*Directions for this task*
What is needed is an exact copy of every entry below.
•••
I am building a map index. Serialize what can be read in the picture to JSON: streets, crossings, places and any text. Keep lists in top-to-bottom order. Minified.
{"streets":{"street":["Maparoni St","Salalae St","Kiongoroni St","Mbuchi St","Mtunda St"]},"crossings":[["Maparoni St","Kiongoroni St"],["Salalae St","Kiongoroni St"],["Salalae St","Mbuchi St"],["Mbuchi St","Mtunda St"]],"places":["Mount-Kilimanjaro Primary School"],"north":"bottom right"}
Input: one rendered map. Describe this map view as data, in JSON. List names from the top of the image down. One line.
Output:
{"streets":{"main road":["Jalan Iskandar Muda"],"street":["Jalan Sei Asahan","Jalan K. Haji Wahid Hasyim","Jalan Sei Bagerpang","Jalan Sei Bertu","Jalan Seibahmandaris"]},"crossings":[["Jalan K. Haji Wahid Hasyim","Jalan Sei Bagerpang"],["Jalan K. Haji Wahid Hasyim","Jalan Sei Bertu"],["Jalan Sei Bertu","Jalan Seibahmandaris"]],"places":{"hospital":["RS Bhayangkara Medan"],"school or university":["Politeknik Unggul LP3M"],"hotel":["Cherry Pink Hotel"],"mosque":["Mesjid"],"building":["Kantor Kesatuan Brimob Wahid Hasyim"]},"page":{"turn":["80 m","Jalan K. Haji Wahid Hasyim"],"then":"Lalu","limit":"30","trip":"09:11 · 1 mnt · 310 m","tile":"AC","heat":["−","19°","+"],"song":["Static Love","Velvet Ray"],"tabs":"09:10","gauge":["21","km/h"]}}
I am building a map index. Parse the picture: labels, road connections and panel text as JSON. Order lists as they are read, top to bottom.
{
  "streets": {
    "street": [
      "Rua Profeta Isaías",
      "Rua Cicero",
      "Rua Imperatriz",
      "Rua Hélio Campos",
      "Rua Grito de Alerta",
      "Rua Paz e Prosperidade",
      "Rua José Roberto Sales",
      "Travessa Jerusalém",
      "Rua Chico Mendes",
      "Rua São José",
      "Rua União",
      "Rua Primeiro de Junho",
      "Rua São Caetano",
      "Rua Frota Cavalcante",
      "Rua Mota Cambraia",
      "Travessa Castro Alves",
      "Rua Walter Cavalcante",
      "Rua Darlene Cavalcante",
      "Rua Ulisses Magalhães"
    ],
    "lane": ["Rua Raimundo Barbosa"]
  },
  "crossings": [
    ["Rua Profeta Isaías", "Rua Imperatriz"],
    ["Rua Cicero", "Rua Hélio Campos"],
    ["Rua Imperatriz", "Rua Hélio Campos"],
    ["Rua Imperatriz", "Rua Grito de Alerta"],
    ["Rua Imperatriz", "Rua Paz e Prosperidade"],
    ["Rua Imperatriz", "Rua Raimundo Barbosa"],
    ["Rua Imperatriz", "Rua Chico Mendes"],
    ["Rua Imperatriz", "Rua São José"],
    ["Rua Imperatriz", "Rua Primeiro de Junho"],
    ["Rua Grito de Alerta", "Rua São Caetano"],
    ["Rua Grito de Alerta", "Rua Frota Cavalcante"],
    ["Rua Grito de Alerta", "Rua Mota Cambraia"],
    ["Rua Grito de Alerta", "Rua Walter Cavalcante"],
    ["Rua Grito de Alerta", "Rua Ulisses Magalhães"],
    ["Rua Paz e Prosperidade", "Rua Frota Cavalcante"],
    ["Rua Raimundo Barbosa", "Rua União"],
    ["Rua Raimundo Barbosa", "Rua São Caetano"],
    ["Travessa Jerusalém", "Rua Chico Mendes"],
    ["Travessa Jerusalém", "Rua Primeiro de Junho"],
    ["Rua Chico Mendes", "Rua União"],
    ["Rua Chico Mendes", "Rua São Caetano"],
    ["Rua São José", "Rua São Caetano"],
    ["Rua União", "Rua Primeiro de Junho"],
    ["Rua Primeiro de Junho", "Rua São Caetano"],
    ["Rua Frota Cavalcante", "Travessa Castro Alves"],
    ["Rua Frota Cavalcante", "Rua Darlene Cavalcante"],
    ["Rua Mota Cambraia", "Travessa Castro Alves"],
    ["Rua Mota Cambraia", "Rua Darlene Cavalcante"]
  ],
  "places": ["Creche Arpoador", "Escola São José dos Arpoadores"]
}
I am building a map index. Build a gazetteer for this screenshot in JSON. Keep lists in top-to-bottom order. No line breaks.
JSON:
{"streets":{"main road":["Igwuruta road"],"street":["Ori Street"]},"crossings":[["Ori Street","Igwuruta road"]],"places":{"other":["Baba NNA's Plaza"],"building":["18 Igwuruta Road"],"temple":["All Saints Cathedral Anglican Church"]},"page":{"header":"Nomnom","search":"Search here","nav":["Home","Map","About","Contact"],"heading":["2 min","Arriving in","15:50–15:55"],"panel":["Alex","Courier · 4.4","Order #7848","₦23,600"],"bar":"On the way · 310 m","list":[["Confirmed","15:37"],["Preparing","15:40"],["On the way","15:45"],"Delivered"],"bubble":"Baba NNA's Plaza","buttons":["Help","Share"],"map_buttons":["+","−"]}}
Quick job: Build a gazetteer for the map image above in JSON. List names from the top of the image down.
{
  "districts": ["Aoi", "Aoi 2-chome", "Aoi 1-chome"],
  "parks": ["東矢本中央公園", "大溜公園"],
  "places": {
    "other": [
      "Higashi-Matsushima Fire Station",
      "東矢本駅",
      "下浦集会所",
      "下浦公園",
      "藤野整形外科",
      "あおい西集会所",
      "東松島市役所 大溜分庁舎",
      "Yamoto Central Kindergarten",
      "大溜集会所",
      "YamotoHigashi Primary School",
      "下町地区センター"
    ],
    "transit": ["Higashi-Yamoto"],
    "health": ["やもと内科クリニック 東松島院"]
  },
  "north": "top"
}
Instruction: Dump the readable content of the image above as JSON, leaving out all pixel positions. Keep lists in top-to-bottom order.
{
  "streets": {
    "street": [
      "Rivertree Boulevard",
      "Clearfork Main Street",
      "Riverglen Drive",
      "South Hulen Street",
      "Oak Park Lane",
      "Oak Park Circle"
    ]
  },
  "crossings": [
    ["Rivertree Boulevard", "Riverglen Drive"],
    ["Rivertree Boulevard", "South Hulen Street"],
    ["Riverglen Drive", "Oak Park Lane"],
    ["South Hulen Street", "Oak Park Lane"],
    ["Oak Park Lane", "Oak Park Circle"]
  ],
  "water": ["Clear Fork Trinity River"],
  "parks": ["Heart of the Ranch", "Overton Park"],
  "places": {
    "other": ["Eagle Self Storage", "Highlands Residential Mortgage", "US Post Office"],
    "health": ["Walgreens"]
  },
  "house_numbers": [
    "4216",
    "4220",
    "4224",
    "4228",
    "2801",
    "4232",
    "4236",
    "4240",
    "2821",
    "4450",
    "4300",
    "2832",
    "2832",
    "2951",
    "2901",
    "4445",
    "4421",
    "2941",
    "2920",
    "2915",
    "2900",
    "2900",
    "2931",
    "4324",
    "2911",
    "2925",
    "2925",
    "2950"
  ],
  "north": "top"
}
•••
*Your response*
I am building a map index. Serialize what can be read in the picture to JSON: streets, crossings, places and any text. Keep lists in top-to-bottom order. Minified.
{"streets":{"street":["Maparoni St","Salalae St","Kiongoroni St","Mbuchi St","Mtunda St"]},"crossings":[["Maparoni St","Kiongoroni St"],["Salalae St","Kiongoroni St"],["Salalae St","Mbuchi St"],["Mbuchi St","Mtunda St"]],"places":["Mount-Kilimanjaro Primary School"],"north":"bottom right"}
Input: one rendered map. Describe this map view as data, in JSON. List names from the top of the image down. One line.
Output:
{"streets":{"main road":["Jalan Iskandar Muda"],"street":["Jalan Sei Asahan","Jalan K. Haji Wahid Hasyim","Jalan Sei Bagerpang","Jalan Sei Bertu","Jalan Seibahmandaris"]},"crossings":[["Jalan K. Haji Wahid Hasyim","Jalan Sei Bagerpang"],["Jalan K. Haji Wahid Hasyim","Jalan Sei Bertu"],["Jalan Sei Bertu","Jalan Seibahmandaris"]],"places":{"hospital":["RS Bhayangkara Medan"],"school or university":["Politeknik Unggul LP3M"],"hotel":["Cherry Pink Hotel"],"mosque":["Mesjid"],"building":["Kantor Kesatuan Brimob Wahid Hasyim"]},"page":{"turn":["80 m","Jalan K. Haji Wahid Hasyim"],"then":"Lalu","limit":"30","trip":"09:11 · 1 mnt · 310 m","tile":"AC","heat":["−","19°","+"],"song":["Static Love","Velvet Ray"],"tabs":"09:10","gauge":["21","km/h"]}}
I am building a map index. Parse the picture: labels, road connections and panel text as JSON. Order lists as they are read, top to bottom.
{
  "streets": {
    "street": [
      "Rua Profeta Isaías",
      "Rua Cicero",
      "Rua Imperatriz",
      "Rua Hélio Campos",
      "Rua Grito de Alerta",
      "Rua Paz e Prosperidade",
      "Rua José Roberto Sales",
      "Travessa Jerusalém",
      "Rua Chico Mendes",
      "Rua São José",
      "Rua União",
      "Rua Primeiro de Junho",
      "Rua São Caetano",
      "Rua Frota Cavalcante",
      "Rua Mota Cambraia",
      "Travessa Castro Alves",
      "Rua Walter Cavalcante",
      "Rua Darlene Cavalcante",
      "Rua Ulisses Magalhães"
    ],
    "lane": ["Rua Raimundo Barbosa"]
  },
  "crossings": [
    ["Rua Profeta Isaías", "Rua Imperatriz"],
    ["Rua Cicero", "Rua Hélio Campos"],
    ["Rua Imperatriz", "Rua Hélio Campos"],
    ["Rua Imperatriz", "Rua Grito de Alerta"],
    ["Rua Imperatriz", "Rua Paz e Prosperidade"],
    ["Rua Imperatriz", "Rua Raimundo Barbosa"],
    ["Rua Imperatriz", "Rua Chico Mendes"],
    ["Rua Imperatriz", "Rua São José"],
    ["Rua Imperatriz", "Rua Primeiro de Junho"],
    ["Rua Grito de Alerta", "Rua São Caetano"],
    ["Rua Grito de Alerta", "Rua Frota Cavalcante"],
    ["Rua Grito de Alerta", "Rua Mota Cambraia"],
    ["Rua Grito de Alerta", "Rua Walter Cavalcante"],
    ["Rua Grito de Alerta", "Rua Ulisses Magalhães"],
    ["Rua Paz e Prosperidade", "Rua Frota Cavalcante"],
    ["Rua Raimundo Barbosa", "Rua União"],
    ["Rua Raimundo Barbosa", "Rua São Caetano"],
    ["Travessa Jerusalém", "Rua Chico Mendes"],
    ["Travessa Jerusalém", "Rua Primeiro de Junho"],
    ["Rua Chico Mendes", "Rua União"],
    ["Rua Chico Mendes", "Rua São Caetano"],
    ["Rua São José", "Rua São Caetano"],
    ["Rua União", "Rua Primeiro de Junho"],
    ["Rua Primeiro de Junho", "Rua São Caetano"],
    ["Rua Frota Cavalcante", "Travessa Castro Alves"],
    ["Rua Frota Cavalcante", "Rua Darlene Cavalcante"],
    ["Rua Mota Cambraia", "Travessa Castro Alves"],
    ["Rua Mota Cambraia", "Rua Darlene Cavalcante"]
  ],
  "places": ["Creche Arpoador", "Escola São José dos Arpoadores"]
}
I am building a map index. Build a gazetteer for this screenshot in JSON. Keep lists in top-to-bottom order. No line breaks.
JSON:
{"streets":{"main road":["Igwuruta road"],"street":["Ori Street"]},"crossings":[["Ori Street","Igwuruta road"]],"places":{"other":["Baba NNA's Plaza"],"building":["18 Igwuruta Road"],"temple":["All Saints Cathedral Anglican Church"]},"page":{"header":"Nomnom","search":"Search here","nav":["Home","Map","About","Contact"],"heading":["2 min","Arriving in","15:50–15:55"],"panel":["Alex","Courier · 4.4","Order #7848","₦23,600"],"bar":"On the way · 310 m","list":[["Confirmed","15:37"],["Preparing","15:40"],["On the way","15:45"],"Delivered"],"bubble":"Baba NNA's Plaza","buttons":["Help","Share"],"map_buttons":["+","−"]}}
Quick job: Build a gazetteer for the map image above in JSON. List names from the top of the image down.
{
  "districts": ["Aoi", "Aoi 2-chome", "Aoi 1-chome"],
  "parks": ["東矢本中央公園", "大溜公園"],
  "places": {
    "other": [
      "Higashi-Matsushima Fire Station",
      "東矢本駅",
      "下浦集会所",
      "下浦公園",
      "藤野整形外科",
      "あおい西集会所",
      "東松島市役所 大溜分庁舎",
      "Yamoto Central Kindergarten",
      "大溜集会所",
      "YamotoHigashi Primary School",
      "下町地区センター"
    ],
    "transit": ["Higashi-Yamoto"],
    "health": ["やもと内科クリニック 東松島院"]
  },
  "north": "top"
}
Instruction: Dump the readable content of the image above as JSON, leaving out all pixel positions. Keep lists in top-to-bottom order.
{
  "streets": {
    "street": [
      "Rivertree Boulevard",
      "Clearfork Main Street",
      "Riverglen Drive",
      "South Hulen Street",
      "Oak Park Lane",
      "Oak Park Circle"
    ]
  },
  "crossings": [
    ["Rivertree Boulevard", "Riverglen Drive"],
    ["Rivertree Boulevard", "South Hulen Street"],
    ["Riverglen Drive", "Oak Park Lane"],
    ["South Hulen Street", "Oak Park Lane"],
    ["Oak Park Lane", "Oak Park Circle"]
  ],
  "water": ["Clear Fork Trinity River"],
  "parks": ["Heart of the Ranch", "Overton Park"],
  "places": {
    "other": ["Eagle Self Storage", "Highlands Residential Mortgage", "US Post Office"],
    "health": ["Walgreens"]
  },
  "house_numbers": [
    "4216",
    "4220",
    "4224",
    "4228",
    "2801",
    "4232",
    "4236",
    "4240",
    "2821",
    "4450",
    "4300",
    "2832",
    "2832",
    "2951",
    "2901",
    "4445",
    "4421",
    "2941",
    "2920",
    "2915",
    "2900",
    "2900",
    "2931",
    "4324",
    "2911",
    "2925",
    "2925",
    "2950"
  ],
  "north": "top"
}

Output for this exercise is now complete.